À medida que o número e a importância dos trabalhadores aumentam, todos os movimentos políticos devem tentar conquistar a lealdade dos trabalhadores, porque eles são uma parte importante da sociedade. No entanto, em relação às exigências particulares da organização dos trabalhadores, os partidos de massas e as organizações políticas populares têm limitações definitivas, que devem ser claramente entendidas por nós.
Devemos distinguir entre a posição internacional e a atividade política interna. Internacionalmente, é claro que o ANC é a principal força com presença e estatura suficientes para ser um desafio sério para o estado sul-africano e para garantir a condenação internacional do presente regime. … ..
No entanto, esta presença internacional do ANC (Congresso Nacional Africano)… .. coloca certas limitações estratégicas ao ANC, nomeadamente: para reforçar a sua posição internacional tem de reclamar crédito por todas as formas de resistência, independentemente da natureza política de tal resistência. Há, portanto, uma tendência a encorajar atividades políticas oportunistas não dirigidas. Tem que se situar entre os grandes interesses internacionais. Para as principais potências ocidentais, deve parecer anti-racista, mas não anti-capitalista. Para o Oriente socialista, deve ser pelo menos neutro na luta das superpotências e certamente não poderia parecer oferecer uma alternativa socialista séria àquela desses países, como ilustra a resposta à solidariedade …
Internamente, também temos que examinar cuidadosamente o que está acontecendo politicamente. Como resultado da total incapacidade do estado de efetuar reformas e do colapso de sua política de bantustão, eles estão novamente recorrendo à repressão aberta. Desde 1976, em particular, isso deu nova vida à resistência popular e mais uma vez o impulso pela unidade contra um estado repressivo reafirmou a tradição política do populismo na África do Sul. Vários interesses políticos e econômicos se reúnem na frente popular na tradição do ANC e da Aliança do Congresso (Congress Alliance) …… ..
No entanto, a questão realmente essencial é como a organização dos trabalhadores se relaciona com essa luta política mais ampla. Argumentei acima que as condições políticas e econômicas objetivas que os trabalhadores enfrentam agora são nitidamente diferentes das de 20 anos atrás. No entanto, não parece haver clareza sobre isso no atual movimento sindical. Existem boas razões para esta falta de clareza. ‘ [1]

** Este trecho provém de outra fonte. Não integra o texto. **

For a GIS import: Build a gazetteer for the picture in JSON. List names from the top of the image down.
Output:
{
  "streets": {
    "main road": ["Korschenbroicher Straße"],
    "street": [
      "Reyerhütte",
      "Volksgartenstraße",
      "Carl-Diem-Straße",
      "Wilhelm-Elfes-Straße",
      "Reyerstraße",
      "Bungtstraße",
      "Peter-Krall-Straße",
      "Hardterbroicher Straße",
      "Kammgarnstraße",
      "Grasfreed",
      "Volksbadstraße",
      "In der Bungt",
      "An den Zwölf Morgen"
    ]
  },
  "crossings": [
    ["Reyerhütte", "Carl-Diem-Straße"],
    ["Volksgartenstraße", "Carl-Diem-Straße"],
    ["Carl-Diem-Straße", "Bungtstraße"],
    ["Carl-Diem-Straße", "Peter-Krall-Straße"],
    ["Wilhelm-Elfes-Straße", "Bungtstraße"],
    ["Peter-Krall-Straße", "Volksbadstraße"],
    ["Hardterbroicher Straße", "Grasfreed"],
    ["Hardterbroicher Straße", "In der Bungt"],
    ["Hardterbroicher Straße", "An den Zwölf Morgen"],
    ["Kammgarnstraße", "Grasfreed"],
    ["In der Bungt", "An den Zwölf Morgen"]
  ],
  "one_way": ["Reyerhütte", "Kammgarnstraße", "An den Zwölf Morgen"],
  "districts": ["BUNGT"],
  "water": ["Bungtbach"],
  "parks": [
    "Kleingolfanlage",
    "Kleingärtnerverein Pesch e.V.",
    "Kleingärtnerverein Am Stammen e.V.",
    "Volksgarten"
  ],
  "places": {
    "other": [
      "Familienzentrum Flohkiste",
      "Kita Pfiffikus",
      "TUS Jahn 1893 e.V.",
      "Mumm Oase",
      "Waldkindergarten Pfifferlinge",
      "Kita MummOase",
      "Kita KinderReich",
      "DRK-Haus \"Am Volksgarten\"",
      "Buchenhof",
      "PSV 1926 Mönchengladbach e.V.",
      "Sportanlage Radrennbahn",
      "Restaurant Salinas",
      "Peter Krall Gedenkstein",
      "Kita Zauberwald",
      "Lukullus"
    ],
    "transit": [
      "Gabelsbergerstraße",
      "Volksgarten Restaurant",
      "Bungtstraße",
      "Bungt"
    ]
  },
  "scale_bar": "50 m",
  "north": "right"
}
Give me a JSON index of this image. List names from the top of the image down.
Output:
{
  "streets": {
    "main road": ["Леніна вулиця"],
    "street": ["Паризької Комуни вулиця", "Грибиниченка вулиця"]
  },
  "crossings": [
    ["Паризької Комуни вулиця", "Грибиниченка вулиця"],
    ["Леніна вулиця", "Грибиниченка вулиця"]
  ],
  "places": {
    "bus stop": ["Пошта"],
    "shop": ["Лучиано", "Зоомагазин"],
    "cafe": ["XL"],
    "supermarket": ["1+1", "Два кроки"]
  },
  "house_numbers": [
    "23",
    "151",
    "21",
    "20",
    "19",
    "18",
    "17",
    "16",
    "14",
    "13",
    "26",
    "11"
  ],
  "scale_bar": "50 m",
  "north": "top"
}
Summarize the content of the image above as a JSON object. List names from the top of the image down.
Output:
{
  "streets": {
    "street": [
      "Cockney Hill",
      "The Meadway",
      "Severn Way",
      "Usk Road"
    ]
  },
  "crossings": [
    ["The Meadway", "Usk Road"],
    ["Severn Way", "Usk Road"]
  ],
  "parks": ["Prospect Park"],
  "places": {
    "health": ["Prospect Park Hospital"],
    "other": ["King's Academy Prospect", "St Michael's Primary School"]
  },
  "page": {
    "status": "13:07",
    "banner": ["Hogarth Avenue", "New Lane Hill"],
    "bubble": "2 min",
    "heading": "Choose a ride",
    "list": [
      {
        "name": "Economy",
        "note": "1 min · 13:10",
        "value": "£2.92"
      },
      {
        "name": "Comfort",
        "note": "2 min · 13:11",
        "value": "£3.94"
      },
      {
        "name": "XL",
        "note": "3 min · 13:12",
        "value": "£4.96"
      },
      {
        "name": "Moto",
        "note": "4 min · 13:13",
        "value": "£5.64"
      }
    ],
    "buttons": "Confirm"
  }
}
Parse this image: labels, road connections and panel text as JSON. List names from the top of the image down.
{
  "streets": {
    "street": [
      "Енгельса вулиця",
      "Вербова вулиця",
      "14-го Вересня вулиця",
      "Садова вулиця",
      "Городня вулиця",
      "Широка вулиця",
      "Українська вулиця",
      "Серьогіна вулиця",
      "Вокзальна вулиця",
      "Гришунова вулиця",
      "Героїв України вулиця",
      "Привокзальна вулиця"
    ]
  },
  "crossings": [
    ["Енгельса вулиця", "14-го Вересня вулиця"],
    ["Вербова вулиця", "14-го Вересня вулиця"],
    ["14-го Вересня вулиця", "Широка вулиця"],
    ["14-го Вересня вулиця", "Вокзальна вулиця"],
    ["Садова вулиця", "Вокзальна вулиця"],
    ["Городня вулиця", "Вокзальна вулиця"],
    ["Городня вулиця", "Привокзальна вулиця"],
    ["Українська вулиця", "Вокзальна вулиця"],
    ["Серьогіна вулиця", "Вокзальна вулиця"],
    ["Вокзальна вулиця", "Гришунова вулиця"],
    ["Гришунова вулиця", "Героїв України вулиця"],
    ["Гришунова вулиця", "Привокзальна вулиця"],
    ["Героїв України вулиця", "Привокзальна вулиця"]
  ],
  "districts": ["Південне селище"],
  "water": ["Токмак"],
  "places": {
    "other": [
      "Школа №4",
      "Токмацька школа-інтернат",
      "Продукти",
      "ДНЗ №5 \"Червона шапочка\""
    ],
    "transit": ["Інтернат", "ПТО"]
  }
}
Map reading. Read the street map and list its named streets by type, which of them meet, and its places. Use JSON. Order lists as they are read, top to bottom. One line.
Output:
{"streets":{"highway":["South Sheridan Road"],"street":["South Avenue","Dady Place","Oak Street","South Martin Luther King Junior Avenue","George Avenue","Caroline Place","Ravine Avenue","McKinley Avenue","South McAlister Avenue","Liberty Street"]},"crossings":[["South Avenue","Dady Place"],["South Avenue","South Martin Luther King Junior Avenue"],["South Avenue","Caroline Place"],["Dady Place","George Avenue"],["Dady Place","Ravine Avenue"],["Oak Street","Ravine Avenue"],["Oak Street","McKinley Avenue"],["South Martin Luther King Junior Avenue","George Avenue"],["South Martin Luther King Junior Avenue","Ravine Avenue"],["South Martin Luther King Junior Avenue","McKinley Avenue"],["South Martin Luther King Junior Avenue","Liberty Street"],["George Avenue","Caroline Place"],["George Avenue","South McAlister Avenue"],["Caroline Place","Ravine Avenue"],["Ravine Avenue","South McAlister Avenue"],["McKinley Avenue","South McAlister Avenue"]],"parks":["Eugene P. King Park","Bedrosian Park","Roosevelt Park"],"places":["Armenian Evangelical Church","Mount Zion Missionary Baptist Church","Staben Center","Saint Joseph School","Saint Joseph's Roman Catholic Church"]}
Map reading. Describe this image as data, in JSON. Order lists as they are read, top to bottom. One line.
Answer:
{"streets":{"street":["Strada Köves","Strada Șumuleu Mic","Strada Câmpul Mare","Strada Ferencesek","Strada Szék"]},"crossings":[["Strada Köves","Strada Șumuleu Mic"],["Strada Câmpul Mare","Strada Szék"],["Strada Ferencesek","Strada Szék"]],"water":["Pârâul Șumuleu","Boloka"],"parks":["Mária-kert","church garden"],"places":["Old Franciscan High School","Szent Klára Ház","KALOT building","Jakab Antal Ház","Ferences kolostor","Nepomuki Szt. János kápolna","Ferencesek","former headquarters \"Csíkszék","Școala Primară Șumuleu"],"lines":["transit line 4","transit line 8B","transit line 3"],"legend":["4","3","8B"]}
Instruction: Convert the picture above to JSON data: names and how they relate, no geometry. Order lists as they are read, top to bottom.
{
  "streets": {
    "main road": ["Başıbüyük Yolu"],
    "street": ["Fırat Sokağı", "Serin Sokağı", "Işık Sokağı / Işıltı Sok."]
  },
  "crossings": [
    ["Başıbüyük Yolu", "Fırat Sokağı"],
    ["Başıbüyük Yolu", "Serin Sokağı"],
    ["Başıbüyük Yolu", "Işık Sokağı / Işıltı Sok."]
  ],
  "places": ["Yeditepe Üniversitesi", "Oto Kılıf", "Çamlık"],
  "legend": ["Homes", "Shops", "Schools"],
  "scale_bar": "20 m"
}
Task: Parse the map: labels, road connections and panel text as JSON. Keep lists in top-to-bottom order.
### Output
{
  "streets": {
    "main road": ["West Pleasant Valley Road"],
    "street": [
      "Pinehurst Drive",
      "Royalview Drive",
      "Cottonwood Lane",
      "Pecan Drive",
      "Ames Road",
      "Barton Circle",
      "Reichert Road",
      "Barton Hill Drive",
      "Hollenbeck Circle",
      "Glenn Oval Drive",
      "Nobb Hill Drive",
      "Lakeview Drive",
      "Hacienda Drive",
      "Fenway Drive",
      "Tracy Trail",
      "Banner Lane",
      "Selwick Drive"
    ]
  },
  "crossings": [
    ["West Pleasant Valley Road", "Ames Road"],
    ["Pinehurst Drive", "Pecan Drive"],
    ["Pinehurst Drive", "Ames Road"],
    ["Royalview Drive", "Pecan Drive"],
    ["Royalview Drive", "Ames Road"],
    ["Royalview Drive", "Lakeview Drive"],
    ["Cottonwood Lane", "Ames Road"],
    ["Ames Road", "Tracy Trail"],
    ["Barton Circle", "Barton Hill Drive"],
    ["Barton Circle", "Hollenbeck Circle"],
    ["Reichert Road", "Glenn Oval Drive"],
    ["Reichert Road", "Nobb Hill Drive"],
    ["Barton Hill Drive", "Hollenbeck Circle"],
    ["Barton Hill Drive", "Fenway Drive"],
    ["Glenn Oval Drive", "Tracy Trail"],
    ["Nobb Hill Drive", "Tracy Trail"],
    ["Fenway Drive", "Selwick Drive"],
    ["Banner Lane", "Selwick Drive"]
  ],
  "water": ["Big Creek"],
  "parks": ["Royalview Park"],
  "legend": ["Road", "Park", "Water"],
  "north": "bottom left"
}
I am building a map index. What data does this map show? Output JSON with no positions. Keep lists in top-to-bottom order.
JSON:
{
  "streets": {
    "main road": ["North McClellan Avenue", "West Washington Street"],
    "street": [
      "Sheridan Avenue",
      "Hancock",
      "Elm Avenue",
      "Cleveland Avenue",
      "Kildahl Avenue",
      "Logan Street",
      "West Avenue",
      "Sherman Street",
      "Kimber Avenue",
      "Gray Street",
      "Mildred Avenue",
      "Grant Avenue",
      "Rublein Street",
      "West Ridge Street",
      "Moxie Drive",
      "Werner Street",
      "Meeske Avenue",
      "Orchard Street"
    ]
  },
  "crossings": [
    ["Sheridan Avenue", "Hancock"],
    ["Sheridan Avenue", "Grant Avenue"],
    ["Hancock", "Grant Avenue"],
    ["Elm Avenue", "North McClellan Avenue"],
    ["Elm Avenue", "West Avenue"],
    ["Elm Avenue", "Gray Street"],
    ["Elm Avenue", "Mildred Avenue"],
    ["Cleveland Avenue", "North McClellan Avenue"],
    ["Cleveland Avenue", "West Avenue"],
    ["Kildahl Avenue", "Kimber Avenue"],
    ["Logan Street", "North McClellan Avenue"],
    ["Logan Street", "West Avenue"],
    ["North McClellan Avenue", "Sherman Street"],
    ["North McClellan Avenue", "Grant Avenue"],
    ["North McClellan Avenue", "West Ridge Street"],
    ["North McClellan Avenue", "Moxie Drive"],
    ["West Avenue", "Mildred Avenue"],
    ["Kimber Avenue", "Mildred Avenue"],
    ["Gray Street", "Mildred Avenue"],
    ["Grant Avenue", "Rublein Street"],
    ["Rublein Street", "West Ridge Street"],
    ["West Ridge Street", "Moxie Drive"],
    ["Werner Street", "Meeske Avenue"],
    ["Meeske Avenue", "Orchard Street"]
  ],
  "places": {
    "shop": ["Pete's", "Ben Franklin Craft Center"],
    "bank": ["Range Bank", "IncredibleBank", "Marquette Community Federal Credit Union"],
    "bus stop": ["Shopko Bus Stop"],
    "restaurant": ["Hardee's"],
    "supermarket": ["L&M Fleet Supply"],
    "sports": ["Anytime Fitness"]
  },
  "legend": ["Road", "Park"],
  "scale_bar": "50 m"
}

África do sul segue o mesmo caminho
Essa falta de clareza se mostraria desastrosa para a classe trabalhadora. Poucos anos depois desse discurso, os novos sindicatos independentes, em rápido crescimento, ficaram sob o controle do ANC. Então, quando Mandela formou o primeiro governo pós-apartheid, os sindicatos tornaram-se um braço júnior do estado. Eles se burocratizaram rapidamente e ficaram o tempo inteiro defendendo a camada crescente de milionários negros e corruptos nas fileiras do ANC. O auge dos efeitos devastadores dessa tendência foi visto em 2012 em Marikana, onde mineiros em greve, que haviam rompido com o sindicato dos mineiros pró-ANC, foram baleados por tropas do governo do ANC, incentivadas por líderes sindicais. 34 grevistas foram mortos. [2] O ex-líder do sindicato dos mineiros, NUM, era Cyril Ramaphosa, que agora é o presidente sul-africano e um rico empresário.
Apenas no mês passado, uma trabalhadora têxtil foi morta a tiros no Lesoto quando 50.000 trabalhadores industriais da região entraram em greve exigindo aumentos salariais. [3] Olhando para trás, em sua luta contra o apartheid, eles devem estar fazendo a mesma pergunta que os trabalhadores em toda a África fizeram após sua ‘libertação’: ‘Foi por isso mesmo que lutamos?’
Uma viagem para a áfrica do sul
Visitei a África do Sul pela primeira vez no final dos anos 1980 com o apartheid ainda em vigor, mas sob ataque constante das massas. Meu primeiro encontro foi em Durban com um grupo de trabalhadores industriais, principalmente zulus e índios, homens e mulheres, a maioria deles delegados sindicais em suas fábricas. Perguntei se eles pertenciam a algum partido político. Eles responderam, ‘não’, apenas aos seus sindicatos. ‘Nenhum de vocês está no ANC?’, Perguntei. Uma mulher de uma fábrica têxtil respondeu: “Por que nos juntaríamos ao partido burguês?” Agora, este era um grupo de militantes, não necessariamente representativo da classe trabalhadora em geral, mas durante esta visita, eu li no jornal que uma pesquisa com os trabalhadores descobriu que 80% queriam uma sociedade socialista para substituir o estado do apartheid. Claramente dentro do levante popular de massa contra o apartheid, uma parte poderosa da classe trabalhadora estava estabelecendo sua própria voz, distinta dos aspirantes a capitalistas negros, que, como disse Joe Foster, tiveram que tentar manter a classe trabalhadora sob seu controle.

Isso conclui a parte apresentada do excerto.